When I have time I'll try to reproduce this on a yocto build, with updated versions, but that might take a while. I'm sorry I can't share the python code either, so will have to start with a reproducer I can share...

Anyway, please let me know if you have an idea!

Bio_TICFSL · ‎12-21-2021

Hello martinetd,

Have you tried to run other demos, for example, label_image.py coming with default BSP, in this way? Is this issue only happened in this case?

Regards

martinetd · ‎01-12-2022

Hello @Bio_TICFSL ,

unfortunately it looks like my statement that this was fixed in the newer (5.10.72-2.2.0) BSP was flawed... because label_image.py used to be an NPU workload and no longer is on the newer bsp!!! And if NPU isn't used it no longer crashes... (Confirmed this with gmem_info now I've heard about it, and also warmup and running times are totally different)

Using ./benchmark_model --graph=mobilenet_v1_1.0_224_quant.tflite --use_nnapi=true" instead does run on NPU and crashes the same on both images.

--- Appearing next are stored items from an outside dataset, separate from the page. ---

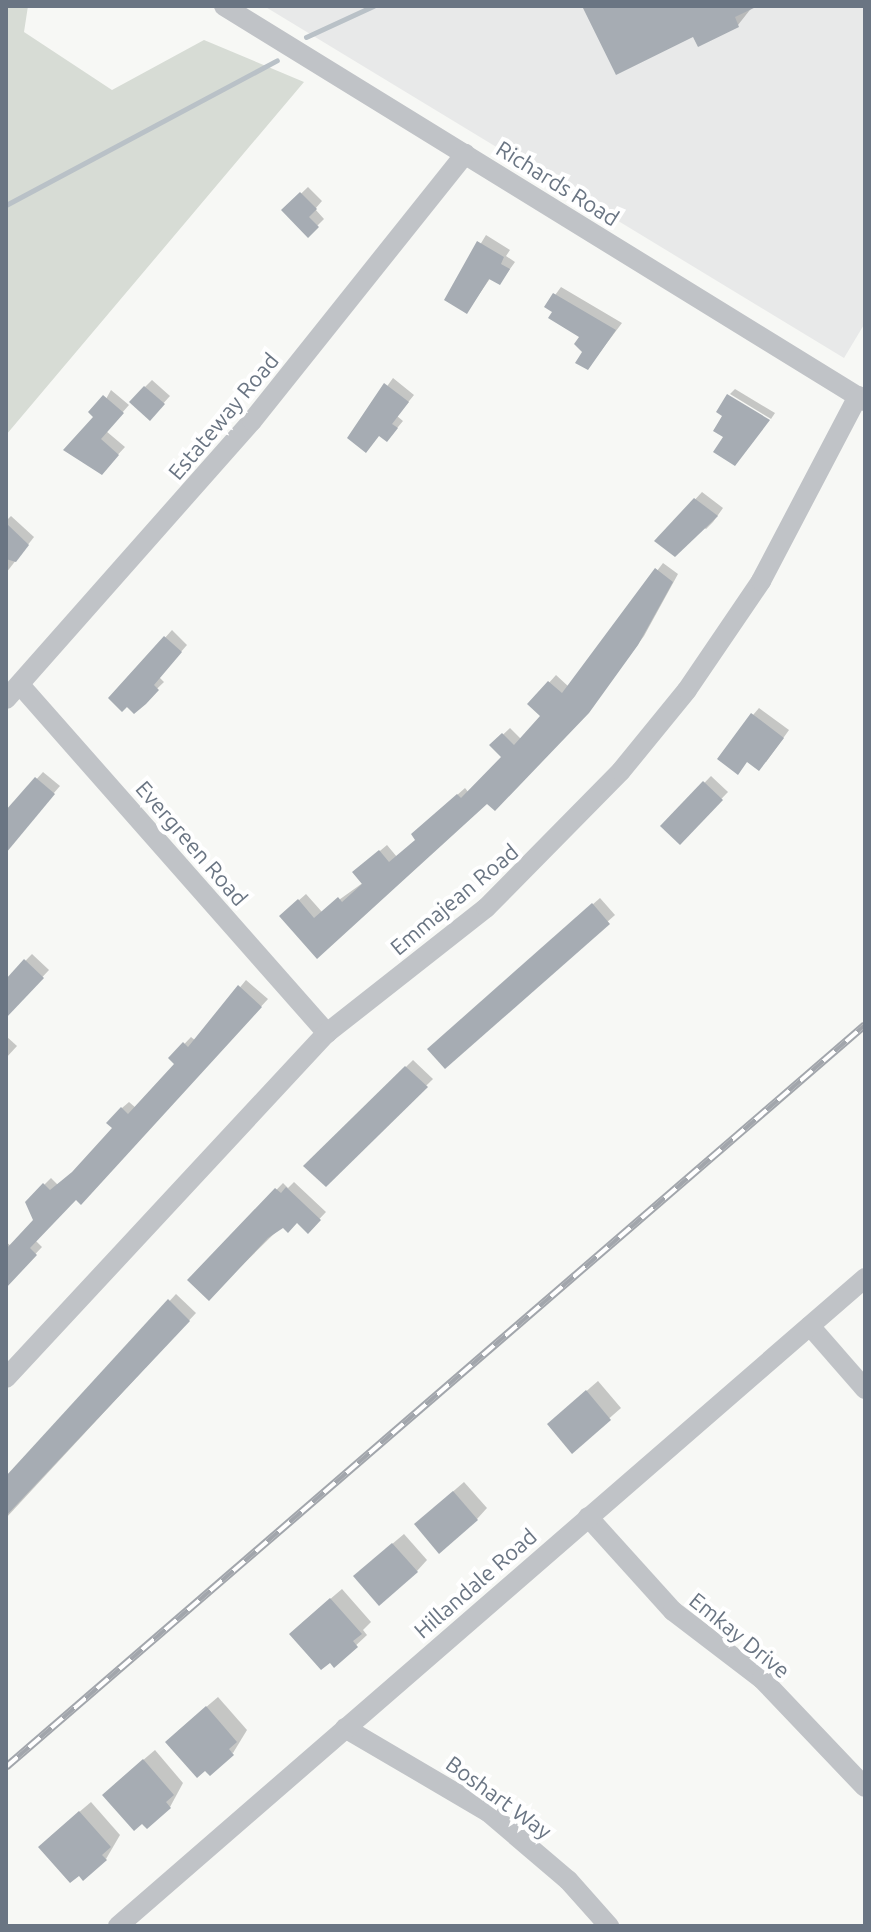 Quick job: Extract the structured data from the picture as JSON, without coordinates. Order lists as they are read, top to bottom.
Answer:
{
  "streets": {
    "street": [
      "Richards Road",
      "Estateway Road",
      "Evergreen Road",
      "Emmajean Road",
      "Hillandale Road",
      "Emkay Drive",
      "Boshart Way"
    ]
  },
  "crossings": [
    ["Richards Road", "Estateway Road"],
    ["Richards Road", "Emmajean Road"],
    ["Estateway Road", "Evergreen Road"],
    ["Evergreen Road", "Emmajean Road"],
    ["Hillandale Road", "Emkay Drive"],
    ["Hillandale Road", "Boshart Way"]
  ]
} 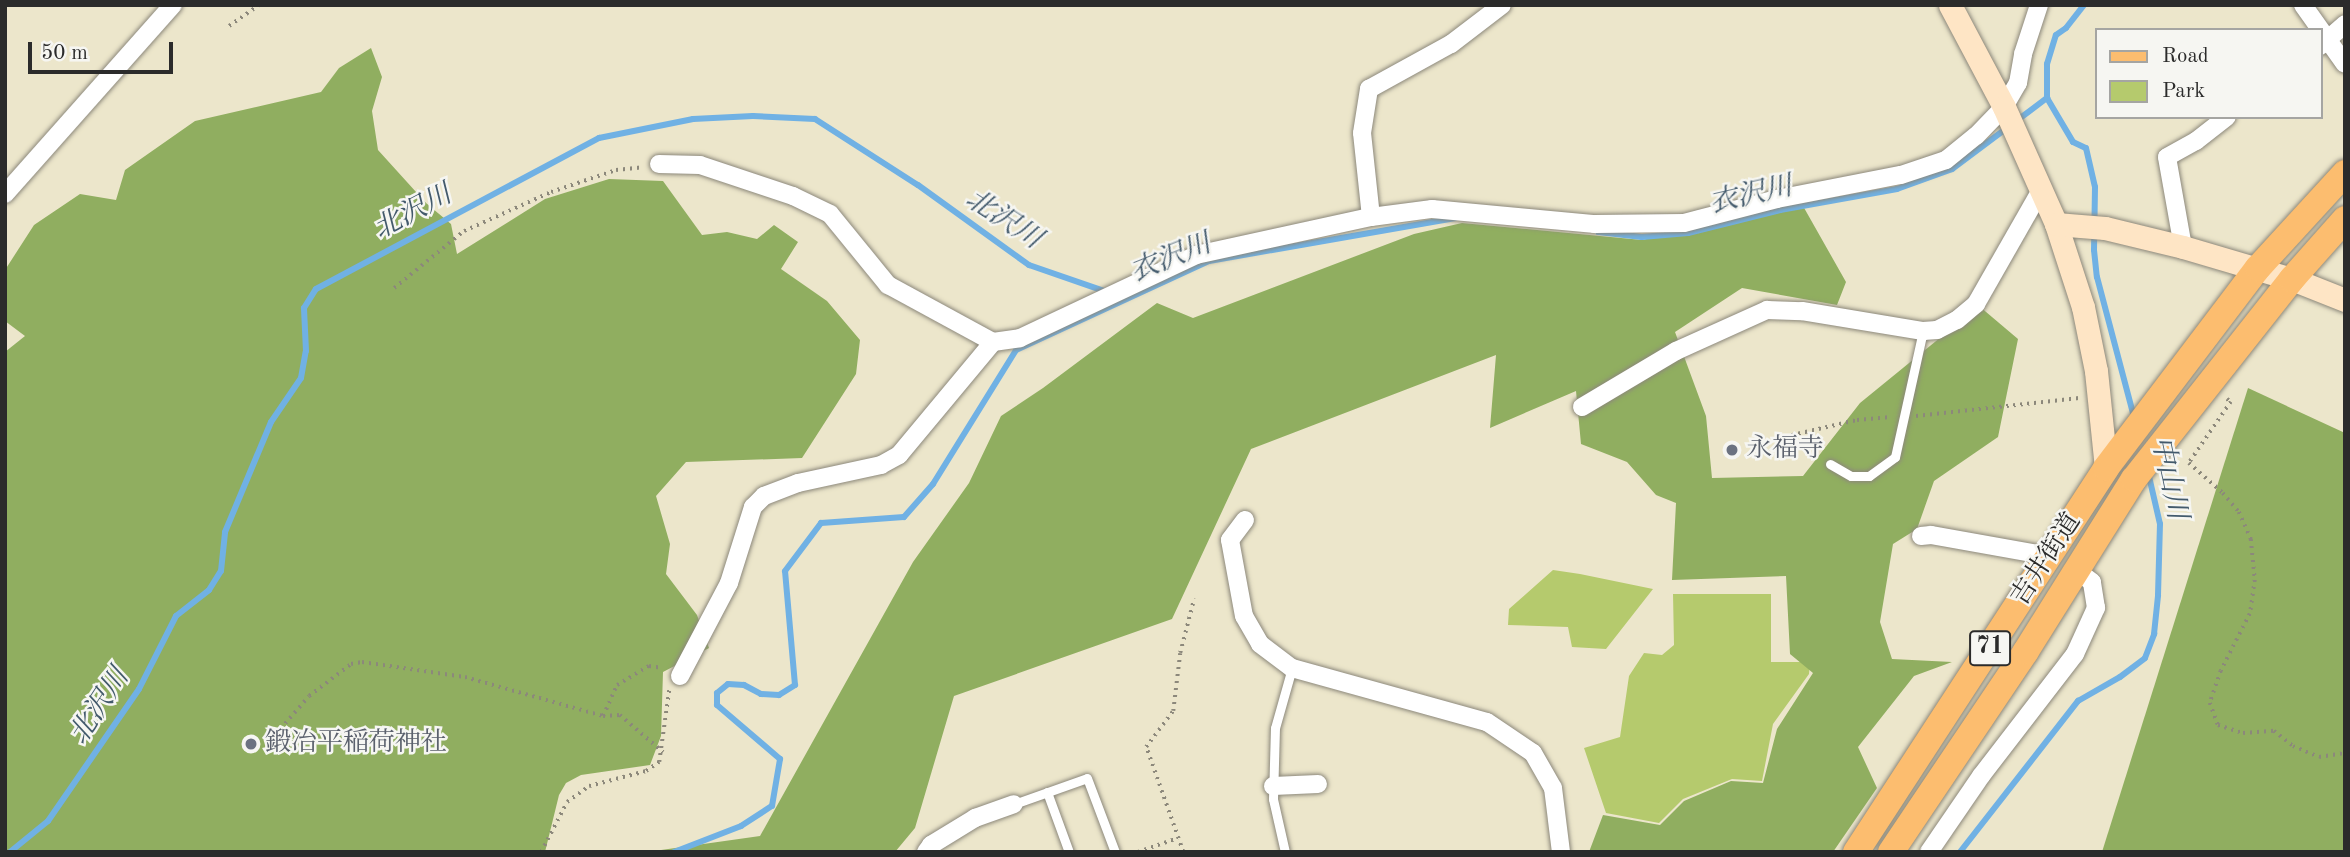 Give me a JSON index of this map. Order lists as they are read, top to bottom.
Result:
{
  "streets": {
    "main road": ["吉井街道", "71"]
  },
  "crossings": [
    ["吉井街道", "71"]
  ],
  "water": ["衣沢川", "北沢川", "中山川"],
  "places": ["永福寺", "鍛冶平稲荷神社"],
  "legend": ["Road", "Park"],
  "scale_bar": "50 m"
} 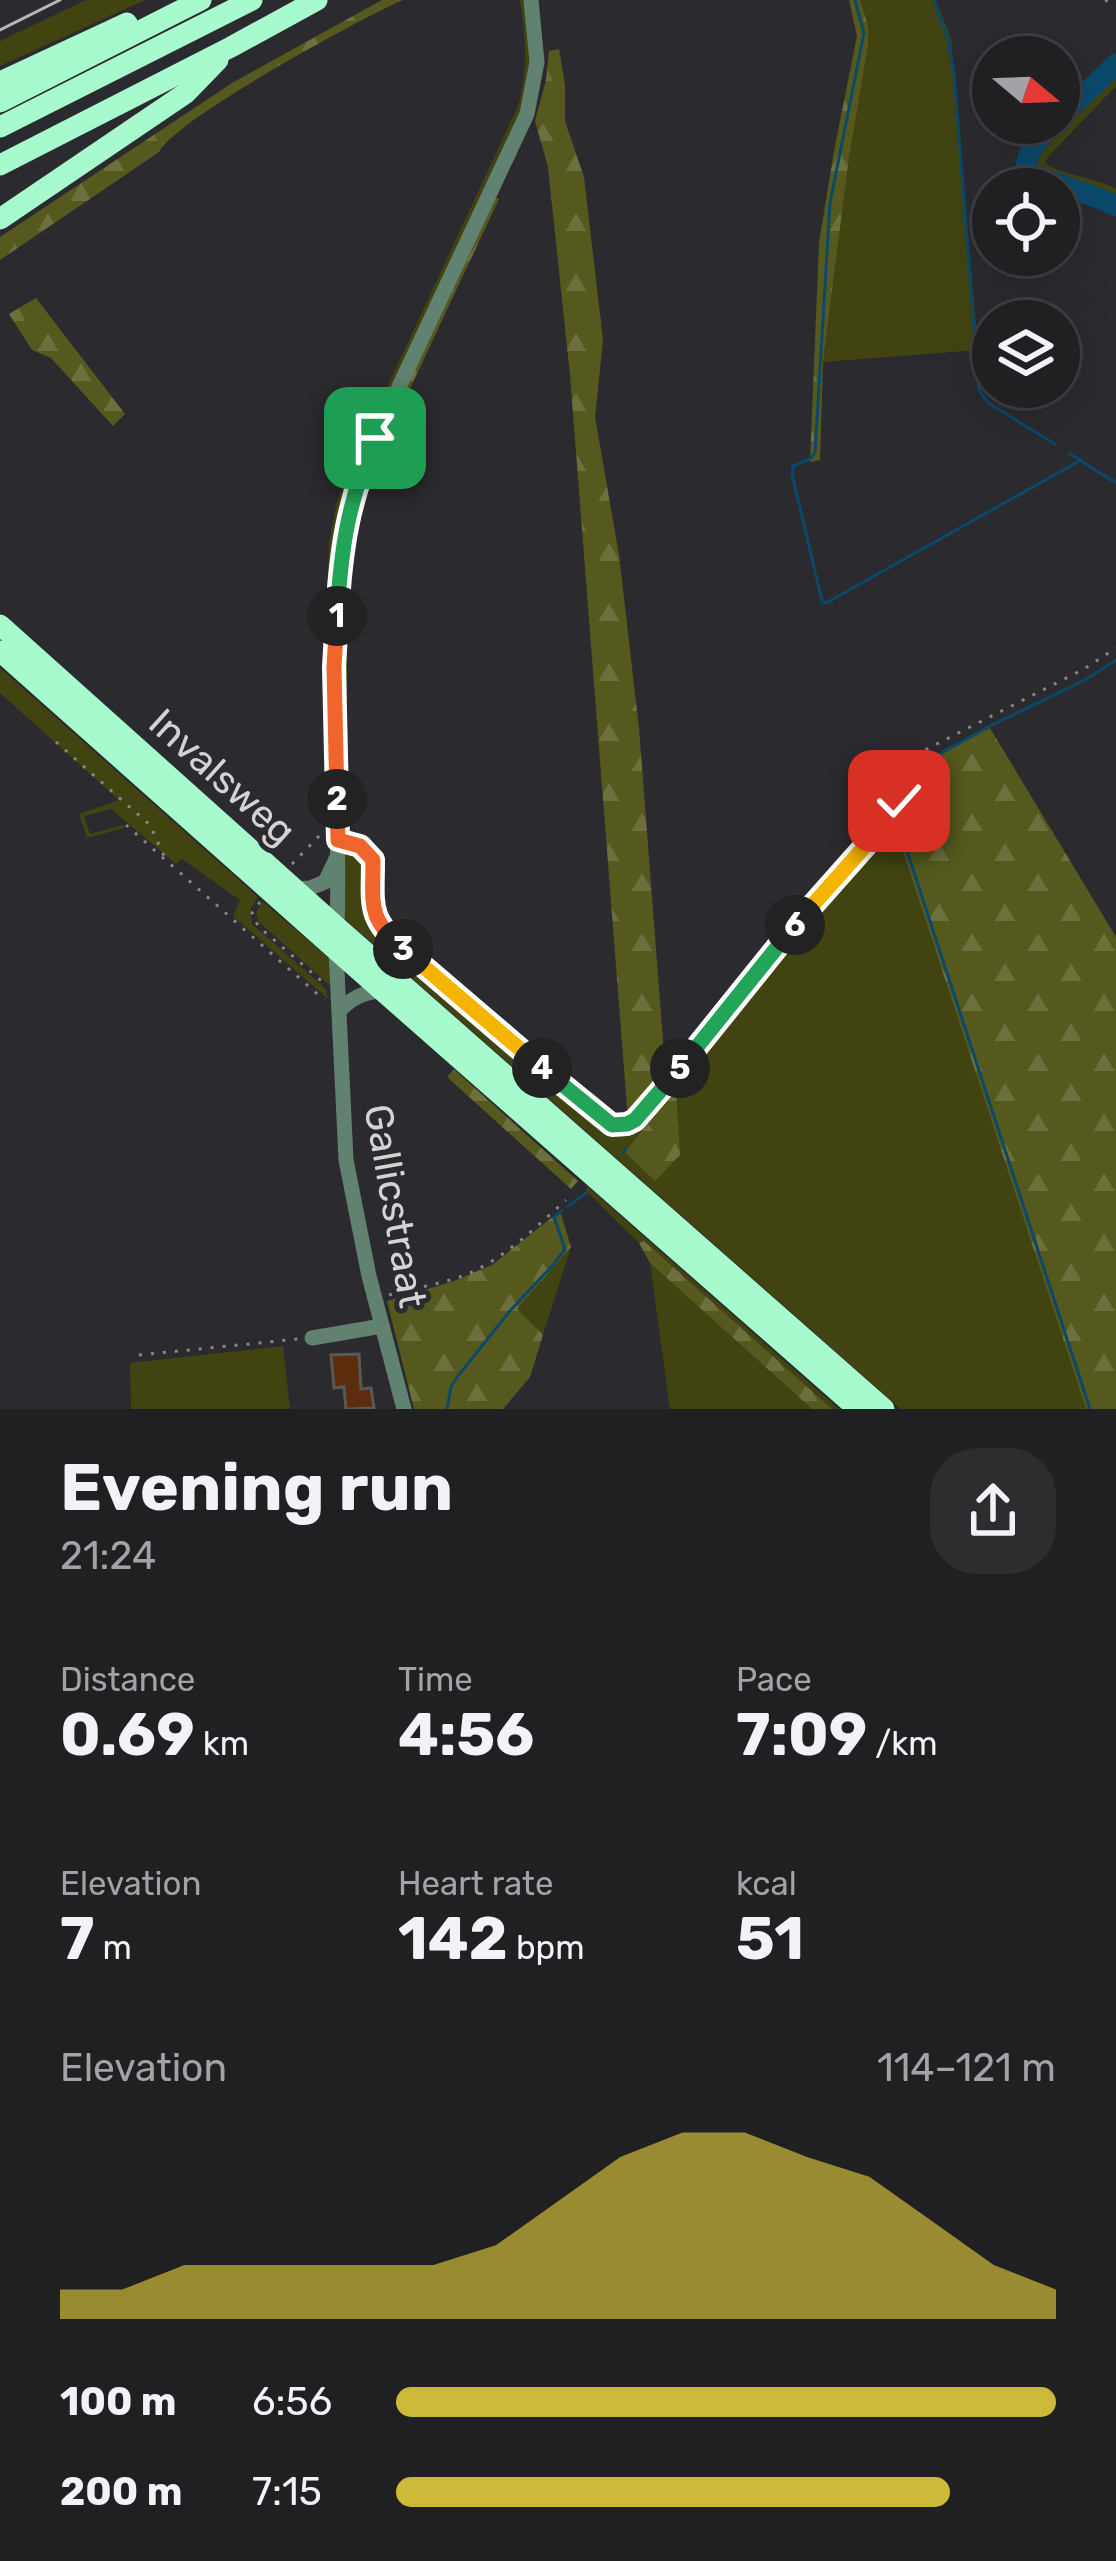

Now, with gmem_info we can observe that the PID number listed is that of the one inside the container, below a snapshot where pid 2 does not exist (so no command) in the container where the command is used:

bash-5.1# gmem_info 
 Pid          Total      Reserved    Contiguous       Virtual      Nonpaged    Name
    2    10,664,960    10,394,944       270,016             0             0    
    1     2,547,968     1,966,336       581,632             0             0    /sbin/init
 ------------------------------------------------------------------------------
    2    13,212,928    12,361,280       851,648             0             0    Summary
    -             -   256,074,176             -             -             -    Available
GPU Idle time:  0.000000 ms

That gave me the idea of running two containers each having a NPU workload on PID 2, and surely enough the second process to start segfaults as well.

So:

- presumably the problem isn't in userspace, but some collision in a shared PID table. Looking at the gpu-viv kernel driver the PID is used in various places, and updating these to use the global PID table instead of the local namespace's pid might fix the issue. Since the kernel source is available I might try messing with it when I have time later, but registering the issue would be appreciated.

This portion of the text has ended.